Ted Evans, Ian Knecht and Tom Rudowsky ran as students. Alumni runners were Emily Fogel, Britt Kern, Kelsey Markham, Ben Neito, Brian Petraco and Shelley Wilke.
All were safe after the race, Hogan said.
When the explosions occurred, he and his girlfriend, Katie Schmiech, were about two blocks away. Her father, Ed Schmiech, already had finished.
“The first one was really big and really loud, and about 15 seconds later, there was a second one,” Hogan said.
The couple thought the noise sounded like thunder. Then they saw people running in terror toward them, followed by confusion and “sirens everywhere,” Hogan said.
Later at their hotel near the Prudential Center, they spoke with two runners who said they were among the nearly 4,500 participants stopped about a half-mile from the finish line and then, as the congestion grew, dispersed by race officials.
Hogan was left shaken by the thought his girlfriend’s father could have finished when the bombs exploded.
“If he had a tight hamstring and had finished 35 minutes later, who knows what could have happened?” Hogan said.
Before his team’s practice run Tuesday, Hogan said, members plan on holding a moment of silence at 4:30 p.m. at Rec Hall. They’ll pay tribute to the victims, their families and all the runners, for whom running the marathon “is supposed to be one of the happiest days of their lives,” Hogan said.

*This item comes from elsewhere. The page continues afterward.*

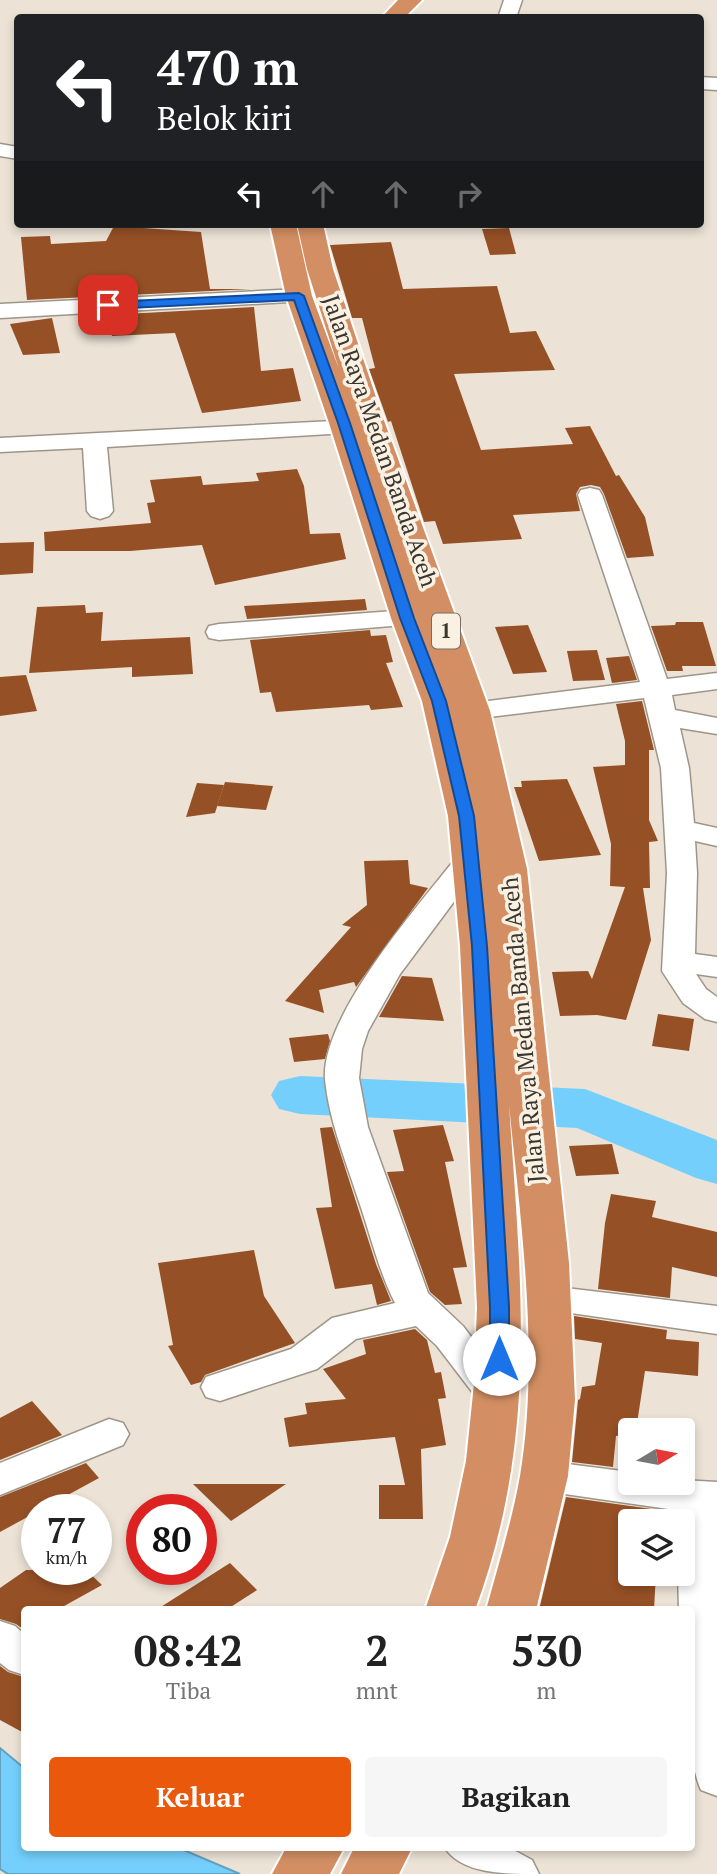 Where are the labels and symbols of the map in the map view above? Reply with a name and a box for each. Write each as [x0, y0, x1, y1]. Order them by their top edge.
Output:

“The whole day essentially has a huge cloud over it now,” Hogan said. “It’s such a sad thing that an exuberant day has be overshadowed by such a tragic event.”
Reports of other Centre County residents who ran the marathon Monday were still coming in as of press time.

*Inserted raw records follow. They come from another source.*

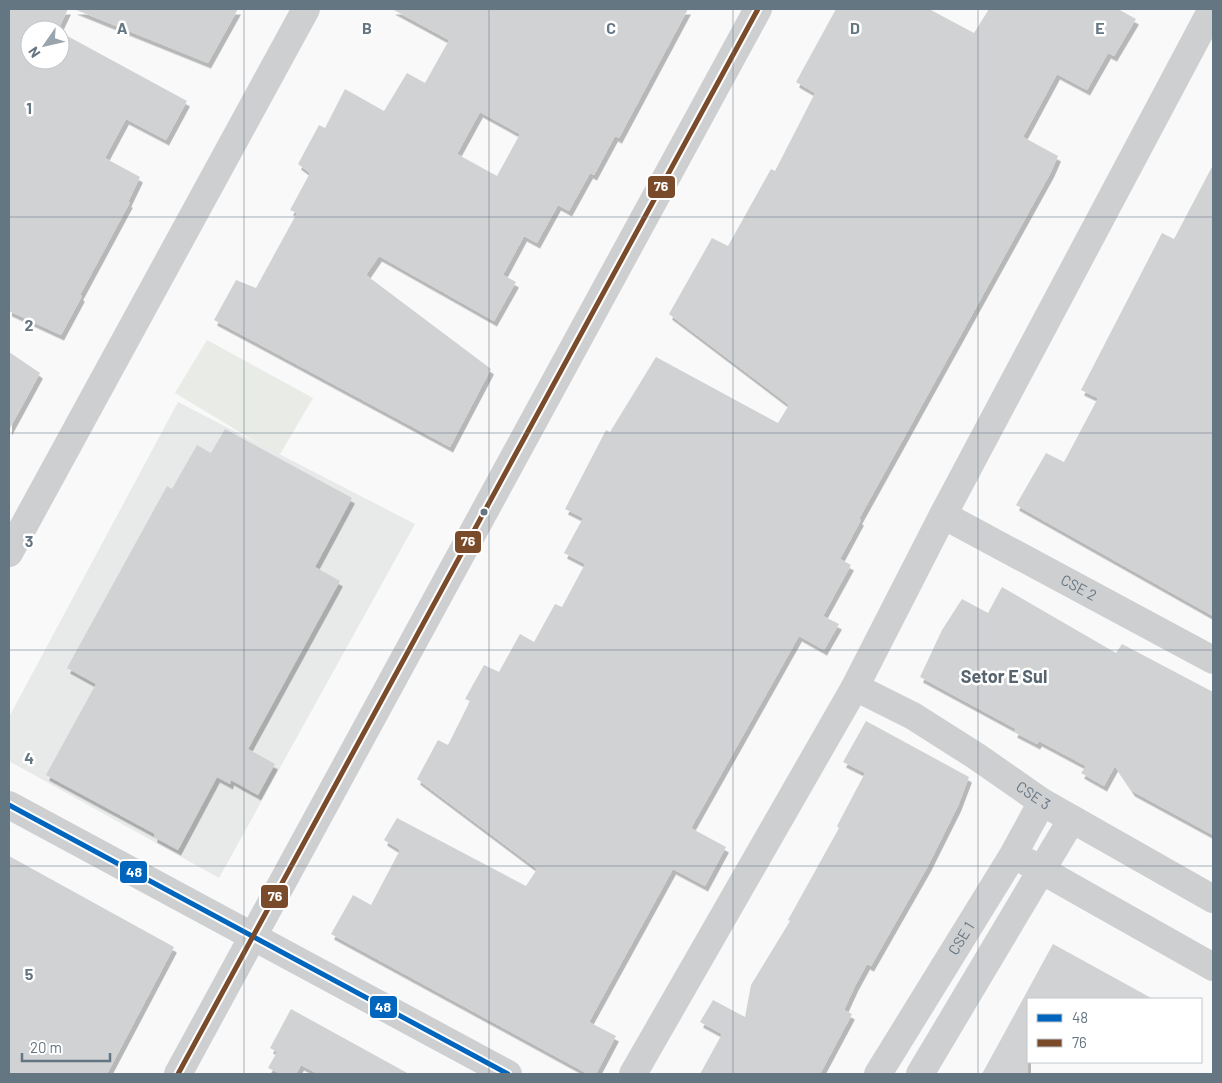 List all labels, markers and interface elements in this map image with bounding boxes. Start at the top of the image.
text: A [117,18,128,37]
text: B [362,18,372,37]
text: C [606,18,616,37]
text: D [850,18,860,37]
text: E [1095,18,1105,37]
north arrow [20,20,70,70]
text: N [24,44,43,61]
text: 1 [26,98,32,117]
line badge: 76 [647,175,676,199]
text: 76 [654,177,669,194]
text: 2 [25,315,34,334]
unlabelled marker [479,507,489,517]
line badge: 76 [454,530,482,554]
text: 3 [25,531,33,550]
text: 76 [461,532,476,549]
street label: CSE 2 [1058,570,1100,604]
district label: Setor E Sul [961,665,1047,687]
text: 4 [24,748,34,767]
street label: CSE 3 [1013,777,1054,813]
line badge: 48 [119,860,148,884]
text: 48 [126,863,142,880]
line badge: 76 [260,884,289,909]
text: 76 [268,887,283,904]
street label: CSE 1 [944,918,977,958]
text: 5 [25,964,34,983]
line badge: 48 [369,995,398,1019]
text: 48 [375,998,391,1015]
legend [1027,998,1202,1063]
text: 48 [1072,1008,1088,1026]
scale bar [22,1030,110,1062]
text: 76 [1072,1033,1087,1051]
text: 20 m [30,1038,62,1056]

Cali said he was in a “state of shock” afterward as the alarmed NVRC runners tried to contact each other.
“We all thought we were just running a marathon,” he said. “You’re tired and you have a sense of accomplishment. It’s really the last thing you expect to happen.”
Domico had run in the past 10 marathons for CVIM until an injury this year kept him in State College. He said the marathon is special, “the closest thing to the Olympics a normal person will experience,” because of the enthusiastic crowds and passionate volunteers.
“It’s just heartbreaking that somebody would take advantage of the situation and pull something like this,” he said.
Tom Rhoads, a Bellefonte native living in Vermont who has run the Boston Marathon, agreed that the spectators and volunteers distinguish the race. The year he ran, he remembers, two women with their children insisted on carrying his bags to his hotel.
“I can’t help but think of how kind those people were to me,” Rhoads said. “For me it makes the deaths and injuries feel personal.”
In light of the attacks, Penn State will evaluate the security of upcoming athletic events on campus, such as the Jeremy Herbstritt Memorial 5K on Tuesday and the Special Olympics Beaver Stadium Run on Sunday, said Penn State spokeswoman Lisa Powers.
“This is on our radar screen, as it is for most of America,” she wrote in an email.
Like many, Domico can’t fathom why someone planted the bombs.
“All we know is it’s a tragedy, and we have good people hurt.”